- Interactive map of Rajiv Gandhi National Park
- Location: Andhra Pradesh
- Coordinates: 14°43′37″N 78°33′39″E﻿ / ﻿14.72694°N 78.56083°E
- Area: 2.4 km^{2} (0.93 sq mi)
- Established: 2005

= Rajiv Gandhi National Park (Rameswaram) =

National park in Andhra Pradesh, India

Rajiv Gandhi National Park is a national park located in Rameswaram of Kadapa District, Andhra Pradesh, India. Its area is about 2.4 square kilometers of tropical dry deciduous forest mostly growing on a sandy soil. It lies on the north bank of the Penna River.

==History==
The area was originally noticed as "Rameshvaram National Park" on 19 November 2005 and on 26 December 2005 the name was changed to "Rajiv Gandhi National Park". The 500 meter eco-zone around the park was noticed on 15 May 2017.

== Flora ==
Tree species include Dalbergia sissoo, Grewia villosa, and Gymnema sylvestre.

== Fauna ==
The approximately fifty bird species in the area include little egrets, parakeets, and peacocks.

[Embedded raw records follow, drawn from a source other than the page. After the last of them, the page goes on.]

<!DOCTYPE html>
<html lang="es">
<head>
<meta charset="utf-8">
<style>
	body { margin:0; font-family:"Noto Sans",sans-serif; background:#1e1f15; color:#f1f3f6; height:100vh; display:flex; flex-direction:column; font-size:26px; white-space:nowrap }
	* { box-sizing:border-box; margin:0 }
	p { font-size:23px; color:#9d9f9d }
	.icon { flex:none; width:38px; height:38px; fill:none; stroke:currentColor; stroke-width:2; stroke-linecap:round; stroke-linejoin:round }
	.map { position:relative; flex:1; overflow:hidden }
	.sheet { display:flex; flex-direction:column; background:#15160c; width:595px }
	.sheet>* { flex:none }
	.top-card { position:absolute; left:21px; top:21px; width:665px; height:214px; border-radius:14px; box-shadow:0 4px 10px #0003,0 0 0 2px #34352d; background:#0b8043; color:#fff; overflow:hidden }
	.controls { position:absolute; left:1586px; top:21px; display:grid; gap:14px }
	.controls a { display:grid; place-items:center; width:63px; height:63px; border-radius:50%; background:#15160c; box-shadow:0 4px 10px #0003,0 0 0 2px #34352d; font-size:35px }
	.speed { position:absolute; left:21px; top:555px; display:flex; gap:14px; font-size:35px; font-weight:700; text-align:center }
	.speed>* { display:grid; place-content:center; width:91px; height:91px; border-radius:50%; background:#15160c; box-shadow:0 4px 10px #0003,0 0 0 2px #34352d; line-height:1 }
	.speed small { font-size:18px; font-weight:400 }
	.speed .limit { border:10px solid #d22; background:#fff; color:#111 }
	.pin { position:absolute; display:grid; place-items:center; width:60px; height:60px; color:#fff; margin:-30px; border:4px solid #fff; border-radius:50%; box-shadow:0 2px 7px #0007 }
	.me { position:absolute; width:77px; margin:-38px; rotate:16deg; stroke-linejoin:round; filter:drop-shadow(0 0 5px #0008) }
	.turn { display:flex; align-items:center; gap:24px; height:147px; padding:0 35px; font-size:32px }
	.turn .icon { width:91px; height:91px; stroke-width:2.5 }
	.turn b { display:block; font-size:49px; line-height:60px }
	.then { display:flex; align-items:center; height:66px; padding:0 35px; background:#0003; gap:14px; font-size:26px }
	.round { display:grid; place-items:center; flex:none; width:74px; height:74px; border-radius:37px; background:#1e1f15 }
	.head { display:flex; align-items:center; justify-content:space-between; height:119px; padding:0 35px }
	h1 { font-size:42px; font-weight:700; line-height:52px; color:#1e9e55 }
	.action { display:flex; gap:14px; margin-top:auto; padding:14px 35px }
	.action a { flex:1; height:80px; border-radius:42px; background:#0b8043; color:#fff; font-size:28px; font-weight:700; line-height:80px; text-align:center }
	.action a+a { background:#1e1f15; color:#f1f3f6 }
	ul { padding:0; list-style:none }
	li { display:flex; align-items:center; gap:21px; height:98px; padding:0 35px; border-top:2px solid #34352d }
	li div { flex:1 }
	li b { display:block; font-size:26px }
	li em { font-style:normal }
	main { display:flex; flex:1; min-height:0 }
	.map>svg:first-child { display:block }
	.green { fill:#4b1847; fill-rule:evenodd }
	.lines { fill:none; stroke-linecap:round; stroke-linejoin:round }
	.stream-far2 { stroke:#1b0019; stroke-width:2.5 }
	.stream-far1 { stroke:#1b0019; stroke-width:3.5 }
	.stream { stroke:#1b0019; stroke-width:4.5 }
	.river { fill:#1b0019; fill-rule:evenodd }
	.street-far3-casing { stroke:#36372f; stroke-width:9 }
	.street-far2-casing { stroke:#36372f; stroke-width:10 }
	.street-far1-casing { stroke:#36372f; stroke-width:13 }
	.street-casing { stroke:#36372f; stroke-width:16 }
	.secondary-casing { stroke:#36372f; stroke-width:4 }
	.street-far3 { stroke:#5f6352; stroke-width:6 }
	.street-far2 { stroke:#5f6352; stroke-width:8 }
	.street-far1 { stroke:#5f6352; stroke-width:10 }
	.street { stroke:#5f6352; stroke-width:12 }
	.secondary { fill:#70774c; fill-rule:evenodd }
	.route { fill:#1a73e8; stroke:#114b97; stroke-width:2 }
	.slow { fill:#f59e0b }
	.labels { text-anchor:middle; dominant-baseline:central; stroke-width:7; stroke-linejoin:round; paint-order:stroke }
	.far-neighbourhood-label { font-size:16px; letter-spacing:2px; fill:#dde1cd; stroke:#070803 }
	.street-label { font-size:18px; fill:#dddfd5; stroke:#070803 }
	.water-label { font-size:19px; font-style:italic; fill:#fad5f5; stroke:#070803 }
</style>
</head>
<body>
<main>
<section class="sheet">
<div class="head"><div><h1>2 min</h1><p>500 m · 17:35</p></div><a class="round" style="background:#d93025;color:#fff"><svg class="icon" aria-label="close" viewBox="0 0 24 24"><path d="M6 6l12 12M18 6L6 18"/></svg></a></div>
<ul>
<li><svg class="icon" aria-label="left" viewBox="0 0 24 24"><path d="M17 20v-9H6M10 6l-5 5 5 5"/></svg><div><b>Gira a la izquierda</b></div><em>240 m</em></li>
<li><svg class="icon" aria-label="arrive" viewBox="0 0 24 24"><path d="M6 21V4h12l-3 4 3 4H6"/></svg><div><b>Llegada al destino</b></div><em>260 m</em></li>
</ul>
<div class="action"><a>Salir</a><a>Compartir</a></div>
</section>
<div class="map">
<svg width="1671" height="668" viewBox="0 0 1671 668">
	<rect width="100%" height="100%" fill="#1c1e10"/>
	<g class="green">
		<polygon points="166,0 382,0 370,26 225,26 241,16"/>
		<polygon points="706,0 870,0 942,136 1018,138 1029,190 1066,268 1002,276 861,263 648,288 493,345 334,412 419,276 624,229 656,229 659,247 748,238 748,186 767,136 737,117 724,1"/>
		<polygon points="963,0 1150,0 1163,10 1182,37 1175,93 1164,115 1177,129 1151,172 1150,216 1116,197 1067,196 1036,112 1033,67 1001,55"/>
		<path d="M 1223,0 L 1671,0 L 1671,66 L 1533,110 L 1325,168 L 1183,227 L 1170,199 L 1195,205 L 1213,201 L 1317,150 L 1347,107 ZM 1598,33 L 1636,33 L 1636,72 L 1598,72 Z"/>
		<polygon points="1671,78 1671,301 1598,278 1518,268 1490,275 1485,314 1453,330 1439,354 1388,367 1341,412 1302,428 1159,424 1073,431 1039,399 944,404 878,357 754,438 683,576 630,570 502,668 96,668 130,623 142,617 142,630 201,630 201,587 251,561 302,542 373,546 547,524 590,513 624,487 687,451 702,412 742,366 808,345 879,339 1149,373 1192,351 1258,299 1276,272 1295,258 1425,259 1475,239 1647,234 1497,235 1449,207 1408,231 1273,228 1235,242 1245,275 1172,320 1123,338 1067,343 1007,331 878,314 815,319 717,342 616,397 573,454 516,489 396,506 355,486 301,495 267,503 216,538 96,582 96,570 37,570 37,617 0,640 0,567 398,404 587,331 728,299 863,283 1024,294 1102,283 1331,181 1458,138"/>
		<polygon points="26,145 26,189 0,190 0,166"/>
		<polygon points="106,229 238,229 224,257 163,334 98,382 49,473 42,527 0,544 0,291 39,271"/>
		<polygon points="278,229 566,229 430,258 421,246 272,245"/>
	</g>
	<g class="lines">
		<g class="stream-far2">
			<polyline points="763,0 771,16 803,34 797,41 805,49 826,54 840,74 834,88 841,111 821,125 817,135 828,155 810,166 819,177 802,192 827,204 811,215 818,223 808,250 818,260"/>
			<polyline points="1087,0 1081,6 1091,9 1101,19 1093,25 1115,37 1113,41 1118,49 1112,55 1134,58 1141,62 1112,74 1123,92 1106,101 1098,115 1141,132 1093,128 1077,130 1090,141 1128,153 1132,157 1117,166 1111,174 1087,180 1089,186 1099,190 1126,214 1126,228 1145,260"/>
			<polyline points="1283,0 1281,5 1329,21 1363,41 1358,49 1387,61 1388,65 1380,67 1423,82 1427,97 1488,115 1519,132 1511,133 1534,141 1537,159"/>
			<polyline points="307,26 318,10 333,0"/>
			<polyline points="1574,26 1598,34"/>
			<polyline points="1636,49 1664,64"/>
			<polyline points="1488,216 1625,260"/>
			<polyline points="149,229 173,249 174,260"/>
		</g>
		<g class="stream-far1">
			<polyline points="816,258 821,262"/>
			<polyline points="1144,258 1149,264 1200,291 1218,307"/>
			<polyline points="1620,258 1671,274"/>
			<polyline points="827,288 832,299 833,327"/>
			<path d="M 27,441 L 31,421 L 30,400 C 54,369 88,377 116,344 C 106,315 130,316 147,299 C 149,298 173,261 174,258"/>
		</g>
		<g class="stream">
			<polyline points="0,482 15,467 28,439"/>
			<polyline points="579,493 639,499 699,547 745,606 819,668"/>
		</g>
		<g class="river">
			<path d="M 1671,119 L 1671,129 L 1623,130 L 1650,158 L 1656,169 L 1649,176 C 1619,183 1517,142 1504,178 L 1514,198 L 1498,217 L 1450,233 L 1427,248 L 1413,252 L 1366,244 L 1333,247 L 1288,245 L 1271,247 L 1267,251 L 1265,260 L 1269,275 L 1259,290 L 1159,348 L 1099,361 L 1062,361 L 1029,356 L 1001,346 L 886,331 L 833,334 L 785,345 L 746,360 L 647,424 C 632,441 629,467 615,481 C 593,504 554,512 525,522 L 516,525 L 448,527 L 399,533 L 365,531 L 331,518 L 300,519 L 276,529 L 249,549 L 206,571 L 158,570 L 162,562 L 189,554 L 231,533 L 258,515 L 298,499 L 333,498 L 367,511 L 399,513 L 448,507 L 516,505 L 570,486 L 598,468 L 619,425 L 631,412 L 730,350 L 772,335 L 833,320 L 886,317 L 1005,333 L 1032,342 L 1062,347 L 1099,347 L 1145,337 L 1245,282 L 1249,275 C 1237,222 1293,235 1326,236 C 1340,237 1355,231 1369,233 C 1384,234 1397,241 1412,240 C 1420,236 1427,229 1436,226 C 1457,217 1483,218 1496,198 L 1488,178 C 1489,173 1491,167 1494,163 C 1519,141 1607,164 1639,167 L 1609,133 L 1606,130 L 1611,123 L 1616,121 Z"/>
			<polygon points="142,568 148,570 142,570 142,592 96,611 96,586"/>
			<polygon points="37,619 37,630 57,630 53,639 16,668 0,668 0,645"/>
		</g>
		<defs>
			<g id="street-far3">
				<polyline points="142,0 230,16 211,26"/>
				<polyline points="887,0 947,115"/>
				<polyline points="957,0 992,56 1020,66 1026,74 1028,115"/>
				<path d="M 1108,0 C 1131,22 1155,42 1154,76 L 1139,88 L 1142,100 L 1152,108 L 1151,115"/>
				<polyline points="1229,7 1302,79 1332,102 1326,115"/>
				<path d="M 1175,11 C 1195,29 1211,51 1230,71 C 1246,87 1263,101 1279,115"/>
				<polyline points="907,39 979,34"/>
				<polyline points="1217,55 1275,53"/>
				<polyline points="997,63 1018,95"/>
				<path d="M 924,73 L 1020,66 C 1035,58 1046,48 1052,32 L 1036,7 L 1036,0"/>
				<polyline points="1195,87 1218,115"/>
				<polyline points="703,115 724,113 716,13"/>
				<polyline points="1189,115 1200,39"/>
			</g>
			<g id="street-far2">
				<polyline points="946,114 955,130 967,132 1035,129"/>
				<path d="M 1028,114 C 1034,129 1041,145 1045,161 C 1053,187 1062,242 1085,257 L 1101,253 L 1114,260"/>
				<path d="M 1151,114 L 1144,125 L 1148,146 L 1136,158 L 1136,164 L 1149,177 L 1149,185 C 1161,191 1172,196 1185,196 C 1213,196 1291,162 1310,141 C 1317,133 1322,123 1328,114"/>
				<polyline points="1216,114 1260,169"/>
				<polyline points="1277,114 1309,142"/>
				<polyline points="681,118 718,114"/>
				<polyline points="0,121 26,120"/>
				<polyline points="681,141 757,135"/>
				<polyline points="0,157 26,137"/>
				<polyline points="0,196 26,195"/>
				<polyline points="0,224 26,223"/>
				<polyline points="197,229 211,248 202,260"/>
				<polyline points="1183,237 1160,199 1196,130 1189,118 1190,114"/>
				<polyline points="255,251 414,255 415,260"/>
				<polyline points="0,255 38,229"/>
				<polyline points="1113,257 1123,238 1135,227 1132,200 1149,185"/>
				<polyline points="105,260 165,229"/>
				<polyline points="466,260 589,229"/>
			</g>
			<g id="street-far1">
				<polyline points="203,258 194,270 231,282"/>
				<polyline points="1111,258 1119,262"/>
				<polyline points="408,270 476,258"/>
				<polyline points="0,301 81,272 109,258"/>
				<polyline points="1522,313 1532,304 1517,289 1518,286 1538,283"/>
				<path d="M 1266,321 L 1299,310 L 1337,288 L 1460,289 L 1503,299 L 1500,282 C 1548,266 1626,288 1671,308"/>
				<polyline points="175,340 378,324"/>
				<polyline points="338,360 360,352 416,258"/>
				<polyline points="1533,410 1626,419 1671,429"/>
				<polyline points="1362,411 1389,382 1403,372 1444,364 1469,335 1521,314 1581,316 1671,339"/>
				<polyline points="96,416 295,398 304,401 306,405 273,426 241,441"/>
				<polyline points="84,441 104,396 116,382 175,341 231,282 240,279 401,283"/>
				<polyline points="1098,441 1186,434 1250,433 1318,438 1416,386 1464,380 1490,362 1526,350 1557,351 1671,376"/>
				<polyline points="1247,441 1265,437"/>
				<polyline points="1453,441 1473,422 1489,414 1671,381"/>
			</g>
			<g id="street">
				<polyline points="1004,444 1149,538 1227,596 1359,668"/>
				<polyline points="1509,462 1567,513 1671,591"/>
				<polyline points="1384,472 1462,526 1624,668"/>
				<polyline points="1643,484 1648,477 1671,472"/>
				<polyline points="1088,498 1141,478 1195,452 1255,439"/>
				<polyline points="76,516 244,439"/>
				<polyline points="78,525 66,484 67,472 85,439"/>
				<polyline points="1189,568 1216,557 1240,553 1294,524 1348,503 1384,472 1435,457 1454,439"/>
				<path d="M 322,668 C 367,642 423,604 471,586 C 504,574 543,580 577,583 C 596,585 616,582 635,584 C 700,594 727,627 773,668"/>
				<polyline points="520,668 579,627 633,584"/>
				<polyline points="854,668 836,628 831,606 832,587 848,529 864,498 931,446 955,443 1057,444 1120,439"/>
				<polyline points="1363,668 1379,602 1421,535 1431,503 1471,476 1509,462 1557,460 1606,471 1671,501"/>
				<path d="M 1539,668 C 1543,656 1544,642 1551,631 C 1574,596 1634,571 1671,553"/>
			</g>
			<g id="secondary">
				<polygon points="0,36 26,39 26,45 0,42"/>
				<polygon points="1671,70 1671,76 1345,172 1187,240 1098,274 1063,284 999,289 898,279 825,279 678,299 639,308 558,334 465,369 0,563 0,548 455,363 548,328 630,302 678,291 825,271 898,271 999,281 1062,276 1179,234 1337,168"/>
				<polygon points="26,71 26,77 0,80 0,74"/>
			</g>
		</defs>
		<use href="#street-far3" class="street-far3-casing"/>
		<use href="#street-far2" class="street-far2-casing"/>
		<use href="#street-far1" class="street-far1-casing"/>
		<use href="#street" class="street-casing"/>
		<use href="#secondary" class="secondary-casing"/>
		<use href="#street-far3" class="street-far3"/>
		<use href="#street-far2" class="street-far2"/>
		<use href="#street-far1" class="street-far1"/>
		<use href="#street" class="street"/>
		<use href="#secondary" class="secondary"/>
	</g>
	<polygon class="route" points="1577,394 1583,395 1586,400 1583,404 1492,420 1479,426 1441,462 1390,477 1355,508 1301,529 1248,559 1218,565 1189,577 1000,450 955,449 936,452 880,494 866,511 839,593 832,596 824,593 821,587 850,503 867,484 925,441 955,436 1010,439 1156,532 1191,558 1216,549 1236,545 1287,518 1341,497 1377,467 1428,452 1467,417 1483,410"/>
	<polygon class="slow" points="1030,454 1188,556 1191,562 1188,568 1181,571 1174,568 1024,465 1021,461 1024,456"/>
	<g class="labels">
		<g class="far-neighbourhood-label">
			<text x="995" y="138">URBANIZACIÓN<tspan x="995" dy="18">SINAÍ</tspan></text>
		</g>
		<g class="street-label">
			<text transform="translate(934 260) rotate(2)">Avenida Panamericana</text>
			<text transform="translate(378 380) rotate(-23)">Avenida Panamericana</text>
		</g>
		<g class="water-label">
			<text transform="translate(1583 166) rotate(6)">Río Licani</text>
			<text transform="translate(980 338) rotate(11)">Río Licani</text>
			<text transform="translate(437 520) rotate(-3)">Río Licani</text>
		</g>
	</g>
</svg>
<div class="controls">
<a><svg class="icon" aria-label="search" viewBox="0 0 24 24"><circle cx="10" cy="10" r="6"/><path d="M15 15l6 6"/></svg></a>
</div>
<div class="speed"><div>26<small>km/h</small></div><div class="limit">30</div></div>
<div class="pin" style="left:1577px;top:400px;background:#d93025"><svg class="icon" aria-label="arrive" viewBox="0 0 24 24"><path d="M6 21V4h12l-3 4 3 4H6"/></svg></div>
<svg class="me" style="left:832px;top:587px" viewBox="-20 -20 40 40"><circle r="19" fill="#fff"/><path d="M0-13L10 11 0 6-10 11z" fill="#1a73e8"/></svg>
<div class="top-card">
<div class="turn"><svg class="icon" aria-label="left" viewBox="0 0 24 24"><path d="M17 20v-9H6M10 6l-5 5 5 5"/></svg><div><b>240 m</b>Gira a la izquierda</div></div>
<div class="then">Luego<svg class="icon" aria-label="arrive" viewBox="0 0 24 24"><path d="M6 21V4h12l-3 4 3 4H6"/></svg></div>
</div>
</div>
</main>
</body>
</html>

Invertebrates like Scorpions, Spiders, variety of insects like Butterflies, Grasshoppers, Crickets, etc. abound this forest. Amphibian fauna is represented with species like Bullfrog, Common Indian toad, etc. Reptilian fauna includes like Russell's earth boa, Russell's viper, Common skink, etc. Over 50 species of birds like Peacocks, Little egrets, Parakeets; etc are found in this forest. Mammals like Spotted deer, Common mongoose, Black napped hare reside in this sand dune ecosystem.